We all love adventures with friends, imagine the fun with a family of builders and makers. Everyone builds when not everyone has a room, and you move in with only a roof. This is that kind of home; welcoming, informal, but prompting and outward looking; crafted from the inside-out.

The Feather House rests high on a hill overlooking Nelson, somewhere between town and country, land and air. Its life in a corridor, communal and meandering; a pathway for many or one, widening for an external welcome and braiding to a soap-box balcony. There are many ways in for this is a place to come home to. A home with a warm concrete wall to put your back on, find centre, and orientate outwards again.

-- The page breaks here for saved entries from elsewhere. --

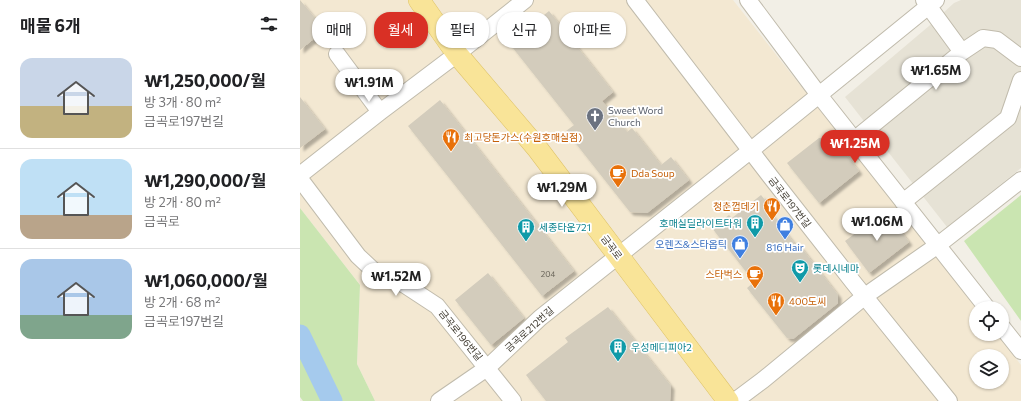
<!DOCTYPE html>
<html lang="ko">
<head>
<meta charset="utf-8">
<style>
	body { margin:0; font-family:Commissioner,"Noto Sans KR",sans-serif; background:#f6f6f6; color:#202124; height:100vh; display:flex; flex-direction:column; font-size:15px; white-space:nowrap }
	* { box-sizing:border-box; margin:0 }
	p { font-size:13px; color:#757577 }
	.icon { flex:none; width:22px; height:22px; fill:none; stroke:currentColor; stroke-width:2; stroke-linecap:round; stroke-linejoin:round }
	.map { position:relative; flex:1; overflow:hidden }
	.details { display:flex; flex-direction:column; background:#fff; width:300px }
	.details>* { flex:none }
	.top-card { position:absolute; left:12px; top:12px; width:380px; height:36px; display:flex; gap:8px }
	.tools { position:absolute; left:669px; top:301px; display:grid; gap:8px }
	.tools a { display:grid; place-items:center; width:40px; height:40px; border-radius:50%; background:#fff; box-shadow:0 1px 3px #0004; font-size:20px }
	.price { position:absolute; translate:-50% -34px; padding:0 9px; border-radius:14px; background:#fff; color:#222; font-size:13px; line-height:26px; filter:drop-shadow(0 1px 2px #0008) }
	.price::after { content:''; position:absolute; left:50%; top:24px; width:12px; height:9px; margin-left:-6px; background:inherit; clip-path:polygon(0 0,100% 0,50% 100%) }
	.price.current { background:#d93025; color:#fff }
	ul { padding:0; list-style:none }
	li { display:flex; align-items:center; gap:12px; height:100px; padding:0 20px }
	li+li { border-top:1px solid #e0e0e0 }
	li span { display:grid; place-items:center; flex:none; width:112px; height:80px; border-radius:12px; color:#555 }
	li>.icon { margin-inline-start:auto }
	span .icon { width:48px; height:48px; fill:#fffc; stroke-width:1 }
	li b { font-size:17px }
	h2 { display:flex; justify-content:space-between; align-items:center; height:48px; padding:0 20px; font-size:17px }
	.chip { padding:0 14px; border-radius:16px; background:#fff; box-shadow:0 1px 3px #0004; font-size:14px; line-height:36px }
	.chip.current { background:#d93025; color:#fff }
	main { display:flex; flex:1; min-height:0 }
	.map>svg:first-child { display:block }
</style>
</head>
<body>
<main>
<section class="details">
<h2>매물 6개<svg class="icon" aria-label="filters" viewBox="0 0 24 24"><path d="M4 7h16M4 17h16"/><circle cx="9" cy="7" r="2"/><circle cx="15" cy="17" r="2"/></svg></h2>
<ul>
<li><span style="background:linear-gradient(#c9d6e8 60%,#c2b280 0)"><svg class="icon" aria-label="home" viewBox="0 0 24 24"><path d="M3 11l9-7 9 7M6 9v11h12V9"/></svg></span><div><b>₩1,250,000/월</b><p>방 3개 · 80 m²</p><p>금곡로197번길</p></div></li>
<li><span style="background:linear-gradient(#bfe0f5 70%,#b9a48a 0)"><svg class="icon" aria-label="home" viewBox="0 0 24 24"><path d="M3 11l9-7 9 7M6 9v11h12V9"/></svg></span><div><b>₩1,290,000/월</b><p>방 2개 · 80 m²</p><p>금곡로</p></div></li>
<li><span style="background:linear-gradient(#a9c7e8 70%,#7fa58c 0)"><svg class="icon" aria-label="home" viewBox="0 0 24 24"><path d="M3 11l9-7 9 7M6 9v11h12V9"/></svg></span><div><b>₩1,060,000/월</b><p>방 2개 · 68 m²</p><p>금곡로197번길</p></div></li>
</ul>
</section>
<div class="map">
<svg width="721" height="401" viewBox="0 0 721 401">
	<defs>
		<filter id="shadow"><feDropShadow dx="3.5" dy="3.5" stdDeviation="1" flood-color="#0004"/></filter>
	</defs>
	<rect width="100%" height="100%" fill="#f2efe6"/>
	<path fill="#e6e2d5" d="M661,0H721V168L647,227L545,97L629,26L654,3Z"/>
	<path fill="#f3e8d2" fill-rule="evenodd" d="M0,0H433L676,308V334H697L721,365V401H75L57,364L60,285L0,208ZM676,356H702V382H676Z"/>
	<path fill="#cae5b1" d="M721,195V321L664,241Z
		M0,208L60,285L57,364L75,401H3L0,397Z"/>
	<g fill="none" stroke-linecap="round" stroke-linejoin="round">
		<path stroke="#a5caed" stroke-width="21" d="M0,335L32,401"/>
	</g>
	<path fill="#d3ccbc" filter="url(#shadow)" d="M0,0L25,30L0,50Z
		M249,11L313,92L302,101L327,132L332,128L361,165L371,157L389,180L347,213L330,212L266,131L274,125L209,43Z
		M0,97L25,129L0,148Z
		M140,100L274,271L242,296L173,208L108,126Z
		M519,138L534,140L559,171L519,203L487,163Z
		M461,195L472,209L469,211L498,248L500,246L538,295V303L493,339L487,338L447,288L454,282L412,228L429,215L432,218Z
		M585,211L609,242L569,273L545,241Z
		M188,273L224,318L191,345L155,300Z
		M308,307L371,386L370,401H246L226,375L268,342L265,338Z"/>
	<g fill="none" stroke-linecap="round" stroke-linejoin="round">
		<g stroke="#c0bbac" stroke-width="18">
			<path id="minor" d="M335,0L470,176L553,282L649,401
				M448,0L519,95L687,308
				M624,0L662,52
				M37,54L80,112
				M554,140L662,52L683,38L697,40L721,58
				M0,175L80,112L157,54L225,0
				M0,179L58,256L74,271L105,285L137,306L213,401
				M603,202L708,118L721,80
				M702,327L721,351
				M139,401L187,368L240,318L450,151L636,0
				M435,401L463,380L565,296L638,245L721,180"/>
		</g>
		<g stroke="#dec369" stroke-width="22">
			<path id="major" d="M119,0L157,54L237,148L428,401"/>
		</g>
		<use href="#minor" stroke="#fff" stroke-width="16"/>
		<use href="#major" stroke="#f9e498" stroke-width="21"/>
	</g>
	<defs>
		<g id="church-pin" transform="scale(0.9)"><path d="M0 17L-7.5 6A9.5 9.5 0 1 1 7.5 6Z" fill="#6b7280" stroke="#fff"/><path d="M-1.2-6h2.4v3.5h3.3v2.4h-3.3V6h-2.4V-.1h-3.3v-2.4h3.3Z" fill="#fff"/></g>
		<g id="restaurant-pin" transform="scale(0.9)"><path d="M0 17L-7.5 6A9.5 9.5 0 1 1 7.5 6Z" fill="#e8710a" stroke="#fff"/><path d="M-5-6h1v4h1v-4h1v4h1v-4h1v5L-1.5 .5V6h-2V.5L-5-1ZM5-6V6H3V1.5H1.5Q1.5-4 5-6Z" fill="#fff"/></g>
		<g id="cafe-pin" transform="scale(0.9)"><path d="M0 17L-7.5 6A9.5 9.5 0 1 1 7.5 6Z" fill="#e8710a" stroke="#fff"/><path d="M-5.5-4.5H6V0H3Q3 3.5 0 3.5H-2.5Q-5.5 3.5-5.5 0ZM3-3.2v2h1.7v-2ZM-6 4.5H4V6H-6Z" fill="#fff"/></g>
		<g id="building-pin" transform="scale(0.9)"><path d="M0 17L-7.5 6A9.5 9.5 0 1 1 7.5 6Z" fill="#0f9aa8" stroke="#fff"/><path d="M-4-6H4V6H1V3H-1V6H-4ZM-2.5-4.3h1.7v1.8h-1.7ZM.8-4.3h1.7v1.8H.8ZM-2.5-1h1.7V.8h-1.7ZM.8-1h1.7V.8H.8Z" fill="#fff"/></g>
		<g id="shop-pin" transform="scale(0.9)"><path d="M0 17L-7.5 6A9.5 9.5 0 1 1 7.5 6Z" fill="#3f7fe0" stroke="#fff"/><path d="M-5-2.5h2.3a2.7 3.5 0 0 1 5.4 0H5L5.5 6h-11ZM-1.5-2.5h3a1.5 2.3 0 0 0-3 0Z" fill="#fff"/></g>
		<g id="theatre-pin" transform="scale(0.9)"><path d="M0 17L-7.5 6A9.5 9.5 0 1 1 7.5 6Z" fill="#0f9aa8" stroke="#fff"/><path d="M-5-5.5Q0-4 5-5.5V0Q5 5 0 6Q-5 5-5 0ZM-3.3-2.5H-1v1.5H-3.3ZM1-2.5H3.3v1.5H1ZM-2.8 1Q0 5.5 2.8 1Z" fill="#fff"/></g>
	</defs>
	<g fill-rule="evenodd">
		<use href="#church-pin" x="295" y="116"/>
		<use href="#restaurant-pin" x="151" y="137"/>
		<use href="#cafe-pin" x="318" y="173"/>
		<use href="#restaurant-pin" x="472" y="206"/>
		<use href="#building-pin" x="455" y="223"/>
		<use href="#shop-pin" x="485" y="225"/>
		<use href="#building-pin" x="226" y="227"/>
		<use href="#shop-pin" x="440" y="244"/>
		<use href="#theatre-pin" x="500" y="268"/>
		<use href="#cafe-pin" x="455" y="274"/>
		<use href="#restaurant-pin" x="476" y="301"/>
		<use href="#building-pin" x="318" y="347"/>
	</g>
	<g text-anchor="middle" stroke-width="3.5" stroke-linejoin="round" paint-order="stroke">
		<g font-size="8" fill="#686358">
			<text x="248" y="277">204</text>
		</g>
		<g font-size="10" fill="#5b616d" stroke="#fff" text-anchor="start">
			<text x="308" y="114">Sweet Word<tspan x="308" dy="12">Church</tspan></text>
		</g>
		<g font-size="10" fill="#c56008" stroke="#fff" text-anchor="start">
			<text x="164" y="141">최고당돈가스(수원호매실점)</text>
			<text x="331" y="177">Dda Soup</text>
			<text x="459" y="210" text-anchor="end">청춘껍데기</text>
			<text x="442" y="278" text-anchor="end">스타벅스</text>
			<text x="489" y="305">400도씨</text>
		</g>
		<g font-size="10" fill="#454036" stroke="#fff">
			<text transform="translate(490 202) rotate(52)" y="4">금곡로197번길</text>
			<text transform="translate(312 247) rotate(53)" y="4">금곡로</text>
			<text transform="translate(229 329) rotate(-42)" y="4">금곡로212번길</text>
			<text transform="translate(161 335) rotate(51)" y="4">금곡로196번길</text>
		</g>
		<g font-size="10" fill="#0d838f" stroke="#fff" text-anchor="start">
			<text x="442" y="227" text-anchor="end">호매실딜라이트타워</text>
			<text x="239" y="231">세종타운721</text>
			<text x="513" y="272">롯데시네마</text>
			<text x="331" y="351">우성메디피아2</text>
		</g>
		<g font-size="10" fill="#366cbe" stroke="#fff" text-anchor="end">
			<text x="427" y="248">오렌즈&amp;스타옵틱</text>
			<text x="485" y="251" text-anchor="middle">816 Hair</text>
		</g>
	</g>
</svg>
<div class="tools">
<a><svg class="icon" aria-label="locate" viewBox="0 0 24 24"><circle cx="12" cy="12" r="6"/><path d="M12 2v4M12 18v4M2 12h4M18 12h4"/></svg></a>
<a><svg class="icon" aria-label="layers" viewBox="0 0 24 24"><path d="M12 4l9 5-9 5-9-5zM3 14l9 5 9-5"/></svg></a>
</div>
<b class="price" style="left:636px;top:91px">₩1.65M</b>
<b class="price" style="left:69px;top:103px">₩1.91M</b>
<b class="price current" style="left:555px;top:164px">₩1.25M</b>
<b class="price" style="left:262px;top:208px">₩1.29M</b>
<b class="price" style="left:577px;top:242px">₩1.06M</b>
<b class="price" style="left:96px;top:297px">₩1.52M</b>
<div class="top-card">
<a class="chip">매매</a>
<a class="chip current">월세</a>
<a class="chip">필터</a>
<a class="chip">신규</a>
<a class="chip">아파트</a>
</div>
</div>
</main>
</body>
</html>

The house elongates and feathers to achieve this, tapering ends to open external space and make connections. It feathers materials as layers, so things come in stages; off-form concrete, joinery, furniture, plants, even crafting a lapped-cladding with copper tips and lifting itself on a ladder to allow material racking underneath.

This is a house not just about the ‘here-and-now’ but the ‘there-and-then’. Buildings, like life, are never finished when they offer an invitation. Adventures are fun, thanks for having us along.